Royal biographer Penny Junor told Reuters that Andrew’s previous failure to show any support for Epstein’s victims had been unforgivable. “He came across as a really unsympathetic figure,” she said.
Andrew has always denied that he forced Giuffre to have sex more than two decades ago at the London home of Maxwell, Epstein’s mansion in Manhattan, and Epstein’s private island in the U.S. Virgin Islands.
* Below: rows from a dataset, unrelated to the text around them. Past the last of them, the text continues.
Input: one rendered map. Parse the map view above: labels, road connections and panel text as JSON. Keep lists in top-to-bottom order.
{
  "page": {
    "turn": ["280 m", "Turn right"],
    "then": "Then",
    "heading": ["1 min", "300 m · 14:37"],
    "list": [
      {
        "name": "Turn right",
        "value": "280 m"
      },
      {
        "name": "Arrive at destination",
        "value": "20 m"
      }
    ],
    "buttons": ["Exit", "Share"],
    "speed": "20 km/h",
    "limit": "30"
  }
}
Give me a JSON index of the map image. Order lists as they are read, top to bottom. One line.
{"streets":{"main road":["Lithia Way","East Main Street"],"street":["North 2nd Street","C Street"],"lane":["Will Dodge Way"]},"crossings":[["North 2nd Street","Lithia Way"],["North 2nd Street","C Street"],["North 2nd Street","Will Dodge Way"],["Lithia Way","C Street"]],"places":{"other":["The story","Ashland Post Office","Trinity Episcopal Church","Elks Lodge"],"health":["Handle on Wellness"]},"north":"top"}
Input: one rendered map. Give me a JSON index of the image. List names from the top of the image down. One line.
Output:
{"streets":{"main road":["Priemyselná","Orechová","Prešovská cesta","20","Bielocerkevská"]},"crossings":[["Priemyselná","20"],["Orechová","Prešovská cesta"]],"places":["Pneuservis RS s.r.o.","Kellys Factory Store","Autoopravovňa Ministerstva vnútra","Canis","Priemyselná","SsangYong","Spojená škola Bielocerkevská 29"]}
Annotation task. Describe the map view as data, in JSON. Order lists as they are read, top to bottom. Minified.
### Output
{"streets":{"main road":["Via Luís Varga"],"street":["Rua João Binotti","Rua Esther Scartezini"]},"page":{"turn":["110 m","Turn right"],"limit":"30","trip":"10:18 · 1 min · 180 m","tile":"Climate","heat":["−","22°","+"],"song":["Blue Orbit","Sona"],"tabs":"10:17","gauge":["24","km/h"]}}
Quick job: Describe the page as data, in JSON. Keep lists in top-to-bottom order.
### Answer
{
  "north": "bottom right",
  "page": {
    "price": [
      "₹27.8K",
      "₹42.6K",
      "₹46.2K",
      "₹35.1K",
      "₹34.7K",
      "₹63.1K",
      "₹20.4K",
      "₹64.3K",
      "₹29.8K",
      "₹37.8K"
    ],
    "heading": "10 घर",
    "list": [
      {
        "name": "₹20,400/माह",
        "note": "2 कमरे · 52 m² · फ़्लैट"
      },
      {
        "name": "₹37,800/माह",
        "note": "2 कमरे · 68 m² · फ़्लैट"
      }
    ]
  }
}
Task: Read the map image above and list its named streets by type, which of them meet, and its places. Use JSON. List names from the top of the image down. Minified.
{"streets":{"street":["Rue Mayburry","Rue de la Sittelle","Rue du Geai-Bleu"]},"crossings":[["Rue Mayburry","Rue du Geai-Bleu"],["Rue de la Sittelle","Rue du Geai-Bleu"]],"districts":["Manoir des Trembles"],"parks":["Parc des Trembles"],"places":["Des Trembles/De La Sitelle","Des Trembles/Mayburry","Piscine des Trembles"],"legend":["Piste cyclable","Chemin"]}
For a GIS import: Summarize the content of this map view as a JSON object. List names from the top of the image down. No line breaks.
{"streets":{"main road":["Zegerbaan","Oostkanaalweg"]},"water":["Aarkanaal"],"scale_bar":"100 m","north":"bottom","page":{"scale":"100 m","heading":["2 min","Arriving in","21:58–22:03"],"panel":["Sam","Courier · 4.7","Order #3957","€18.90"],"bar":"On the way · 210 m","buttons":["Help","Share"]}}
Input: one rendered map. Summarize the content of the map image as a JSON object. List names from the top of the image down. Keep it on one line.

The prince did not admit wrongdoing in the settlement.
In a bid to put the matter to rest, he gave a rare and disastrous interview to the BBC in 2019, saying he had no recollection of Giuffre and that he did not regret ties with Epstein because of all the business people he had met in the process.
Asked if he had questioned why young women were also travelling with Epstein, Andrew replied that while he did not “wish to appear grand”, he had grown up in a palace with staff.
“As far as I was aware, they were staff,” he said.
FALL FROM GRACE
Shortly afterwards Andrew stepped back from royal duties, and in January he was further stripped of his military links and royal patronages, and gave up his “Royal Highness” title.
Charles Rae, a former royal correspondent at the Sun newspaper, said the settlement would at least prevent a potentially lurid court case from taking place in the same year Queen Elizabeth celebrates her 70th year on the throne.
“I should imagine that there is a big sigh of relief at Buckingham Palace,” he said.
Andrew’s very public fall from grace has come at a difficult time for the British royal family, which has also faced accusations of racism in the household from the queen’s grandson Prince Harry and his wife Meghan.
Royal commentators said such was the respect for the 95-year-old monarch that the fallout from Andrew’s case was unlikely to permanently damage the more senior members of the family, including the queen, heir Prince Charles, and Prince William.
But polls already show that support for the royals among younger people has declined significantly. The news could also spark questions about the family’s wealth.
Graham Smith, head of the anti-monarchy group Republic, questioned how the undisclosed damages were being funded.
“There are lots of questions about Andrew’s personal wealth and how he manages to fund the lifestyle he leads,” he said.
Buckingham Palace declined to comment on the settlement.